--- DATA SHOWN ---
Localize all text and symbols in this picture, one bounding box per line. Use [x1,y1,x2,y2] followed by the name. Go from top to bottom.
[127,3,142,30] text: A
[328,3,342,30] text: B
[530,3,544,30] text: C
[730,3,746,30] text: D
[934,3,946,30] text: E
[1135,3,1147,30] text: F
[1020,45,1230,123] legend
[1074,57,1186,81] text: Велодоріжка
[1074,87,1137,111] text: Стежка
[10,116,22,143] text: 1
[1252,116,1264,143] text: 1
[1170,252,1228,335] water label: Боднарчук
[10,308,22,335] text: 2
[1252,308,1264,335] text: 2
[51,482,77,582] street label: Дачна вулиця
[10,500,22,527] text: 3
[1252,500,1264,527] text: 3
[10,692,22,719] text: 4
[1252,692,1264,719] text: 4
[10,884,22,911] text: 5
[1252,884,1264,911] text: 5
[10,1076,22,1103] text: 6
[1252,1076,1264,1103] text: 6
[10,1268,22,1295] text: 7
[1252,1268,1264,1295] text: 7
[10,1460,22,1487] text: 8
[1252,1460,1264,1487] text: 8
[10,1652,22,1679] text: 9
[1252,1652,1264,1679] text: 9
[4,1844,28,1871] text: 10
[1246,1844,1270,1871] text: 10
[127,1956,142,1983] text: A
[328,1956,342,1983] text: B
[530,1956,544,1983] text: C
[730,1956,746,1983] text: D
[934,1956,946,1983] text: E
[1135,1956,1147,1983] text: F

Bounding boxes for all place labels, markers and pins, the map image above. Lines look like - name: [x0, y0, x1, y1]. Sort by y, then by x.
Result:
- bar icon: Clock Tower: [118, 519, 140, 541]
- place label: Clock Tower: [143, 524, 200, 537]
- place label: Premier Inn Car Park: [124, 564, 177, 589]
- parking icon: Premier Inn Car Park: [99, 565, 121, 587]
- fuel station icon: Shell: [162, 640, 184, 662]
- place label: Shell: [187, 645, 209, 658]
* * *
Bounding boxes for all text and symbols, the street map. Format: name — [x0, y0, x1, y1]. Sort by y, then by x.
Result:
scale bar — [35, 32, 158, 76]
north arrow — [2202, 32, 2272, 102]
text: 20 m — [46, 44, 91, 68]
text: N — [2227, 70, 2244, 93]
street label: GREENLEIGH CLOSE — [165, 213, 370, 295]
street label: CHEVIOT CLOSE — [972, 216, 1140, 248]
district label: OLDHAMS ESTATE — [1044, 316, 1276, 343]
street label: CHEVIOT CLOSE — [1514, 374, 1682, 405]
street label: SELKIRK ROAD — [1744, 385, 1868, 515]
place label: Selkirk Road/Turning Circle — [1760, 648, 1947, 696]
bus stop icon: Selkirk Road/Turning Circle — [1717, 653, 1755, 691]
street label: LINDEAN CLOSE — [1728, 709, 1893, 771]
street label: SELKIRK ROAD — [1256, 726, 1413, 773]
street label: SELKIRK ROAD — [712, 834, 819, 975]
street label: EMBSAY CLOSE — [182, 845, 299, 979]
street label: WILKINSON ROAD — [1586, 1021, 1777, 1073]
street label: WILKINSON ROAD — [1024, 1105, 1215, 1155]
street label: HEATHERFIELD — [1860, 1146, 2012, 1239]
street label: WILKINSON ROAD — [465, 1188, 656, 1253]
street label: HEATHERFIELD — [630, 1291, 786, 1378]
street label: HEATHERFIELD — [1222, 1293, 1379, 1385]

--- WHAT YOU WILL DO ---
The response should consist of the number of lines in the data that hold the word "then", with nothing added.

--- REPLY TO THE TASK ---
2